入団試験<準決勝>
準決勝。僕は相性の良い相手ばかりとあたりここまで簡単に昇ってくることができた。ルイスも苦戦はしているようだが準決勝までは残っている。この試合さえ勝てれば次は決勝だ。
今回の相手は小柄な直剣使いだ。僕の持つ剣と同様のスピード重視の剣ではあるがさすがに僕の持つものよりは実用的な厚みを持っている。何より特徴的なのはその顔を隠すためであろうマスクだった。この国では珍しい黒髪にマスク。その2つの特徴からも異様な雰囲気を発していた。
すでに開始の合図は出されている。しかし互いにまだ動かない。相手は僕が気を緩めるのを待っているようだった。おそらくではあるがこの剣士は相当の手練れだ。今までにはない緊張感がそれを物語っている。僕は抜刀と同時に鋭い斬撃を放つ。これは2年前のルイスとの組手で使った様子見の手ではなく本気の一撃。初撃で決めるつもりだった。しかし相手はそれを難なく避けてお返しにとばかりに剣を横になぐ。僕は剣を振った時の重心移動を使ってそのまま転がるように剣を避ける。公式の場での避け方としては無様であったがそんなことを気にしている余裕はなかった。僕が態勢を立て直すと同時に鋭い斬撃と刺突が襲い掛かる。僕はギリギリで避けながらも徐々に追い詰められていく。
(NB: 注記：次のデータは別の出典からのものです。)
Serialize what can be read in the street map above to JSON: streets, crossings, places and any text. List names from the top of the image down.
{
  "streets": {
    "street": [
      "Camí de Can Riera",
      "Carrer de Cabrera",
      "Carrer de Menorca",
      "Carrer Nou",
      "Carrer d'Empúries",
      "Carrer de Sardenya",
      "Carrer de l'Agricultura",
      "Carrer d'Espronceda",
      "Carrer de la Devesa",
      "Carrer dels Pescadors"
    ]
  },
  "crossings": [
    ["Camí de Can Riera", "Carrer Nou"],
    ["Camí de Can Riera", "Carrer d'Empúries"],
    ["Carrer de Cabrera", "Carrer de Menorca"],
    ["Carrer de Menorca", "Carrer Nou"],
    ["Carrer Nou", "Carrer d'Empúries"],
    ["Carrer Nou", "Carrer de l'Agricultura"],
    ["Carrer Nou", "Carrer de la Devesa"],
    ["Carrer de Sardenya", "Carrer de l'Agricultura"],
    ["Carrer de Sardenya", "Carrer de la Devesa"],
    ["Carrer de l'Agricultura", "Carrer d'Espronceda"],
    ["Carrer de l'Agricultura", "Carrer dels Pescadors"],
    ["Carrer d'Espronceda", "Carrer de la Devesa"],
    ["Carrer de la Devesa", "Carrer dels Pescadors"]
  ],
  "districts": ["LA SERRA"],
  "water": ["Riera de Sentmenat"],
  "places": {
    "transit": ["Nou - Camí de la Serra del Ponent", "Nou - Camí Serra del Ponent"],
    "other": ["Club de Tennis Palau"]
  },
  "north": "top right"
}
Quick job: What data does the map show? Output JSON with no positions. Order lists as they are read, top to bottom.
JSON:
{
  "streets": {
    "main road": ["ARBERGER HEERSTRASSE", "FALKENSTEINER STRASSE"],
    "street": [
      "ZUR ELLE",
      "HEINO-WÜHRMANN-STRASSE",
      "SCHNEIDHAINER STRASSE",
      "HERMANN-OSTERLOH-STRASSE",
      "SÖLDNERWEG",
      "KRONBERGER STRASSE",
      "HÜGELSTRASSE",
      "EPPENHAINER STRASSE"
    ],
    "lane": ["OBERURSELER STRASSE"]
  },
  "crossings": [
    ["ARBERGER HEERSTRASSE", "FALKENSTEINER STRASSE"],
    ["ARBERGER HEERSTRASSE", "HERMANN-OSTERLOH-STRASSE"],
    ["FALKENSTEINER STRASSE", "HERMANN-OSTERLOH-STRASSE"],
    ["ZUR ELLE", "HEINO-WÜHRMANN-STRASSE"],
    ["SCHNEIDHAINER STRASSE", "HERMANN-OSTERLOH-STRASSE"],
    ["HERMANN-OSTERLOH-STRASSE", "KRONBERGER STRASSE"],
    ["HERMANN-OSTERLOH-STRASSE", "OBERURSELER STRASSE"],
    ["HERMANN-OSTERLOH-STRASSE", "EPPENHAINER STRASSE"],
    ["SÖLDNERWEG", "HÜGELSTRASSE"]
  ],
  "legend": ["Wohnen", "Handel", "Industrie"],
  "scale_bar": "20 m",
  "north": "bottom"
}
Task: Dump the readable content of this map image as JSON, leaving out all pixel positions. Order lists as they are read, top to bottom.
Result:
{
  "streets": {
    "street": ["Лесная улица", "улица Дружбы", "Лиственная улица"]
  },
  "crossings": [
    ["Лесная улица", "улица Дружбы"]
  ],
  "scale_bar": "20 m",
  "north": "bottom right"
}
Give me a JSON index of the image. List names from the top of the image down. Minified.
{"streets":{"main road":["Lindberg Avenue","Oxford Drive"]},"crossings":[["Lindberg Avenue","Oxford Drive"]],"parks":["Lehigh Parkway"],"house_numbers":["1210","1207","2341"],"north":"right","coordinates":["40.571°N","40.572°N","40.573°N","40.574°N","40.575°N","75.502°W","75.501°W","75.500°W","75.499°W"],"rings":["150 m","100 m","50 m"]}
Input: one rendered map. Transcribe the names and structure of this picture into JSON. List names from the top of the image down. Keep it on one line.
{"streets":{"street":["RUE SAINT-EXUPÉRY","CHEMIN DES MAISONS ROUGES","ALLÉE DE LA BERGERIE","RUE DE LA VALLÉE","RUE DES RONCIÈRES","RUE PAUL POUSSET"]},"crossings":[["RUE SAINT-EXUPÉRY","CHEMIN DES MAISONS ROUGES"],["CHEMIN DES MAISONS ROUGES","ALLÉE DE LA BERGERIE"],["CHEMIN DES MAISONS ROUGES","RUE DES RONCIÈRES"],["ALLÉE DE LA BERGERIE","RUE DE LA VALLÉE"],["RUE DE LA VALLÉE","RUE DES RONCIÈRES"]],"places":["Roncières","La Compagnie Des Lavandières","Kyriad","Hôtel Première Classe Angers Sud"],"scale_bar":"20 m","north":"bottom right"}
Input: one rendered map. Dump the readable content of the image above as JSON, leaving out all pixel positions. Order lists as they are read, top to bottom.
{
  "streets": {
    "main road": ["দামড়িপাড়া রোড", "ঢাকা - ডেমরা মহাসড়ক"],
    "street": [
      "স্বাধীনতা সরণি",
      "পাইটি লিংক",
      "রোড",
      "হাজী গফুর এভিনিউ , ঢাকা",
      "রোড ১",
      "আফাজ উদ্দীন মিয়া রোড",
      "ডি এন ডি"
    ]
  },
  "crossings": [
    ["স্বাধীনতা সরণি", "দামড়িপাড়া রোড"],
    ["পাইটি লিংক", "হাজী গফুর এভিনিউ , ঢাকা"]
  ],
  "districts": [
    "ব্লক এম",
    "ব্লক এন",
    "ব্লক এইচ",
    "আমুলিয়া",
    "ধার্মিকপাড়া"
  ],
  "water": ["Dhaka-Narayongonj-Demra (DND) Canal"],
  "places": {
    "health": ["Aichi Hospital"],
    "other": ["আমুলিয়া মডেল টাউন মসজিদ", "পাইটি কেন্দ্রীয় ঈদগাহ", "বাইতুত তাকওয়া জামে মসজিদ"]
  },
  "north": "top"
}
だが相手も避けられ続けたことに業を煮やしたのか少し大ぶりな一撃が来る。僕はそれを鞘ではじくと同時に距離を大きくとる。相手は剣が鞘ではじかれたことに驚きを隠せないようだった。僕は今度は攻めに転じる。できるだけ小さな動きで放った絶妙の突き。相手はそれを弾こうと剣をぶつけようと横に振る。だが僕の剣がその剣にはじかれることはなく、相手の喉元へと突きつけられていた。横に振ろうとされた剣はその初動を僕の鞘によって封じられ、一切動くことがなかったのだ。
審判が僕の勝利を告げると同時に肩の力を抜く。本当に気の抜けない戦いだった。そして次の瞬間、同時に行われていた準決勝のもう1試合の結果も出たようだ。結果は予想通り、僕の親友ルイスだ。